Да ведь наверняка врет! Что там прохожий намедни болтал?!
– Я Вудри сам не видал. Но, говорят, его колесовали в Вуур-Камунге.
Губастый хмыкнул.
– Обошлось, как видишь.
– Они не могли отпустить тебя, если ты — Вудри.
– Слушай, Тоббо, хватит, — губастый чуть повысил голос. — Нам нужно переждать ночь. Ты понял? Мы переночуем и поедем дальше. Уйди с порога.
Тоббо упрямо покачал головой.
– Нет. Там семья. Я буду драться.
– Дурак. Кому нужна твоя старуха? Им, что ли? — губастый коротко кивнул за спину. — Эти парни привыкли к свеженькому. Не говоря уж обо мне. Да ты что, парень, не знаешь, кто такой Вудри?
– Знаю…
Тоббо опустил меч в опоясанный кожей чехол и шагнул в сторону, пропуская степных.
– Эй, жена! Принимай гостей!
В хижине охнули. Ну и ладно. Жена все сделает как положено. А у хозяина еще есть дела, и пускай степные не думают, что их появление опрокинуло мир…
…Он думал управиться за час. А вышло почти вдвое против того.

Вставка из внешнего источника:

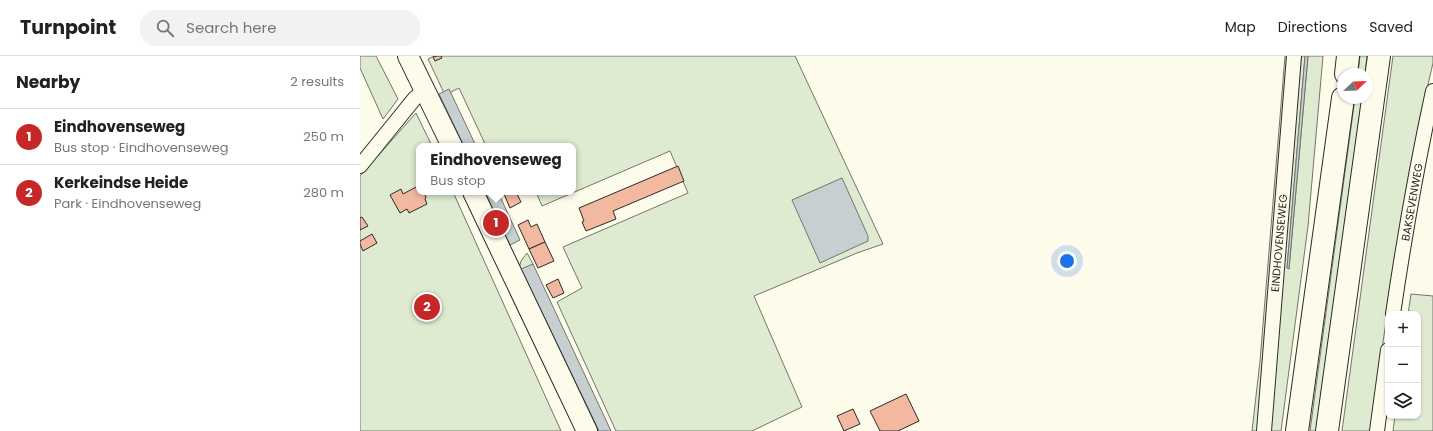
<!DOCTYPE html>
<meta charset="utf-8">
<style>
body{margin:0;font-family:Poppins,sans-serif;background:#f2f2f2;color:#222}
.controls{position:absolute;right:12px;bottom:12px;display:grid;overflow:hidden;border-radius:8px;box-shadow:0 1px 3px #0004}
.controls button{width:36px;height:36px;display:grid;place-items:center;padding:0;border:0;border-bottom:1px solid #e0e0e0;background:#fff;color:#222;font:20px sans-serif}
.compass{position:absolute;left:977px;top:12px;width:36px;height:36px;border-radius:50%;background:#fff;box-shadow:0 1px 3px #0004;rotate:67deg}
.you{position:absolute;left:707px;top:205px;width:14px;height:14px;margin:-10px;border:3px solid #fff;border-radius:50%;background:#1a73e8;box-shadow:0 0 0 6px #1a73e833}
.badge{display:grid;place-items:center;width:26px;height:26px;border-radius:50%;background:#c62828;color:#fff;font-size:13px;font-weight:700}
.pin{position:absolute;translate:-50% -50%;border:2px solid #fff;box-shadow:0 1px 4px #0006}
.popup{position:absolute;left:56px;top:87px;width:160px;height:52px;box-sizing:border-box;display:grid;place-content:center;border-radius:8px;background:#fff;filter:drop-shadow(0 1px 3px #0005);font-size:13px;white-space:nowrap;color:#767676}
.popup b{font-size:15px;color:#222}
.popup::after{content:'';position:absolute;left:50%;top:100%;margin-left:-8px;border:8px solid transparent;border-top-color:#fff}
.list{margin:0;padding:0;list-style:none}
h2{display:flex;justify-content:space-between;align-items:center;height:52px;margin:0;padding:0 16px;font-size:17px}
h2 small{font-size:13px;font-weight:400;color:#767676}
.list li{display:grid;grid-template-columns:26px 1fr auto;gap:12px;align-items:center;box-sizing:border-box;height:56px;padding:0 16px;border-top:1px solid #e0e0e0}
.list b{display:block;font-size:15px;white-space:nowrap}
.list p{margin:0;font-size:13px;white-space:nowrap;color:#767676}
.list em{font-size:13px;font-style:normal;color:#767676}
.icon{flex:none;width:22px;height:22px;fill:none;stroke:currentColor;stroke-width:2;stroke-linecap:round;stroke-linejoin:round}
.map{position:relative;flex:none;width:1073px;height:375px;overflow:hidden}
header{display:flex;align-items:center;gap:24px;box-sizing:border-box;height:56px;padding:0 20px;background:#fff;border-bottom:1px solid #e0e0e0}
header strong{font-size:19px}
nav{display:flex;gap:22px;margin-inline-start:auto;font-size:14px}
.search{width:280px;height:36px;background:#f2f2f2;display:flex;align-items:center;gap:10px;box-sizing:border-box;padding:0 14px;border-radius:16px;color:#767676;font-size:15px}
main{display:flex}
aside{flex:1;background:#fff}
.map>svg:first-child{display:block}
</style>
<header>
<strong>Turnpoint</strong>
<div class="search"><svg class="icon" aria-label="search" viewBox="0 0 24 24"><circle cx="10" cy="10" r="6"/><path d="M15 15l6 6"/></svg>Search here</div>
<nav><a>Map</a><a>Directions</a><a>Saved</a></nav>
</header>
<main>
<aside>
<h2>Nearby<small>2 results</small></h2>
<ul class="list">
<li><span class="badge">1</span><div><b>Eindhovenseweg</b><p>Bus stop · Eindhovenseweg</p></div><em>250 m</em></li>
<li><span class="badge">2</span><div><b>Kerkeindse Heide</b><p>Park · Eindhovenseweg</p></div><em>280 m</em></li>
</ul>
</aside>
<div class="map">
<svg width="1073" height="375" viewBox="0 0 1073 375">
<rect width="100%" height="100%" fill="#fdfbea"/>
<g fill="#deebd1" stroke="#74746e">
<polygon points="0,0 16,0 38,43 23,63 0,12"/>
<polygon points="74,0 435,0 523,188 497,197 394,240 442,351 392,375 256,375 197,246 222,232 203,191 328,137 310,95 182,150 176,136 213,136 213,90 126,90 99,32 85,39 68,3"/>
<polygon points="925,0 931,0 899,375 892,375 900,305"/>
<polygon points="938,0 945,0 927,212 929,213 948,0 963,0 948,170 921,375 907,375"/>
<polygon points="1000,0 1007,0 1005,18 998,18"/>
<polygon points="1033,0 1073,0 1073,7 1059,67 1035,204 1010,375 982,375"/>
<polygon points="995,42 1002,42 956,375 950,375"/>
<polygon points="56,57 72,90 59,90 59,136 93,136 201,375 0,375 0,120"/>
<polygon points="167,197 173,208 161,214 239,375 235,375 159,212 161,205"/>
<polygon points="1051,238 1073,240 1073,375 1033,375 1035,360 1058,360 1058,258 1048,258"/>
</g>
<g fill="#c7d0d0" stroke="#74746e">
<polygon points="945,0 948,0 929,213 927,212"/>
<polygon points="89,33 116,90 104,90 79,38"/>
<polygon points="482,122 508,180 508,185 460,207 432,144"/>
<polygon points="125,136 138,136 160,184 150,189"/>
<polygon points="173,208 251,375 239,375 161,213"/>
</g>
<g fill="#f2b8a0" stroke="#2b2b2b">
<polygon points="77,0 81,0 82,2 75,5 73,1"/>
<polygon points="318,110 324,125 253,155 256,163 226,175 222,166 224,165 219,152"/>
<polygon points="58,130 59,136 63,136 66,141 65,143 67,148 49,157 47,153 40,157 30,139 41,133 43,138"/>
<polygon points="148,136 156,136 161,146 150,152 144,138"/>
<polygon points="2,161 8,170 0,174 0,162"/>
<polygon points="168,164 171,171 177,168 185,186 169,193 158,169"/>
<polygon points="12,178 17,187 3,195 0,188 0,185"/>
<polygon points="185,186 194,205 178,212 169,193"/>
<polygon points="198,223 204,237 193,242 186,229"/>
<polygon points="546,338 559,365 538,375 520,375 510,355"/>
<polygon points="493,353 500,368 484,375 477,360"/>
</g>
<g fill="none" stroke-linecap="round" stroke-linejoin="round">
<g stroke="#2b2b2b" stroke-width="16">
<g id="street">
<polyline points="0,110 55,42 65,35"/>
<path d="M1033 258C1044 183 1057 109 1073 35"/>
<polyline points="904,375 934,0"/>
<polyline points="1017,375 1028,294"/>
</g>
</g>
<g stroke="#2b2b2b" stroke-width="22">
<g id="secondary">
<polyline points="48,0 92,90"/>
<polyline points="113,136 227,375"/>
</g>
</g>
<g stroke="#2b2b2b" stroke-width="24">
<g id="highway">
<polyline points="986,18 988,0"/>
<polyline points="937,375 983,42"/>
<polyline points="967,375 1019,0"/>
</g>
</g>
<use href="#street" stroke="#fdfbea" stroke-width="14"/>
<use href="#secondary" stroke="#fdfbea" stroke-width="20"/>
<use href="#highway" stroke="#fdfbea" stroke-width="22"/>
</g>
<g text-anchor="middle" dominant-baseline="central" stroke-width="3" stroke-linejoin="round" paint-order="stroke">
<g font-size="11" fill="#2b2b2b" stroke="#fdfbea">
<text transform="translate(1052 146) rotate(-80)">BAKSEVENWEG</text>
<text transform="translate(919 187) rotate(-85)">EINDHOVENSEWEG</text>
</g>
</g>
</svg>
<div class="controls">
<button>+</button>
<button>−</button>
<button><svg class="icon" aria-label="layers" viewBox="0 0 24 24"><path d="M12 4l9 5-9 5-9-5zM3 14l9 5 9-5"/></svg></button>
</div>
<svg class="compass" viewBox="-18 -18 36 36"><path d="M0-13l5 13h-10z" fill="#e53935"/><path d="M0 13l5-13h-10z" fill="#767676"/></svg>
<div class="you"></div>
<div class="pin badge" style="left:136px;top:167px">1</div>
<div class="popup"><b>Eindhovenseweg</b>Bus stop</div>
<div class="pin badge" style="left:67px;top:251px">2</div>
</div>
</main>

Вычистить копыта единорогу — работа нелегкая, если на совесть. Если же кое-как, то пеняй на себя, зверь все чувствует, куда там человеку. Вот почему, когда Тоббо вернулся из бычьего загона, в хижине было дымно, пьяно и беспорядочно. Трое чужаков спали вповалку на полу, укрыв головы куртками, пятеро вольготно развалились у стола, сдвинув оба табурета и суковатые чурбаны, завезенные давеча из деревни для растопки. Куртки и плащи комком валялись в углу, чадил сальный светильник, моргая подслеповатым огоньком, потные лица и литые плечи под медленно высыхающими рубахами сдвинулись над столешницей. На неровно оструганной доске лежали шматы мяса, уж конечно, не с собой привезенного, и рваные куски хлеба — господского, белого, хотя и тронутого плесенью. А еще покачивался высокий кувшин и глиняные чары с резко пахнущим напитком. Вот это точно привезли с собой; у вилланов настоящей огнянки не водится. Не по карману, да и запрещено покупать, за самодельную же три шкуры спустят да вдобавок штраф несусветный наложат. Потому как мешает честно трудиться.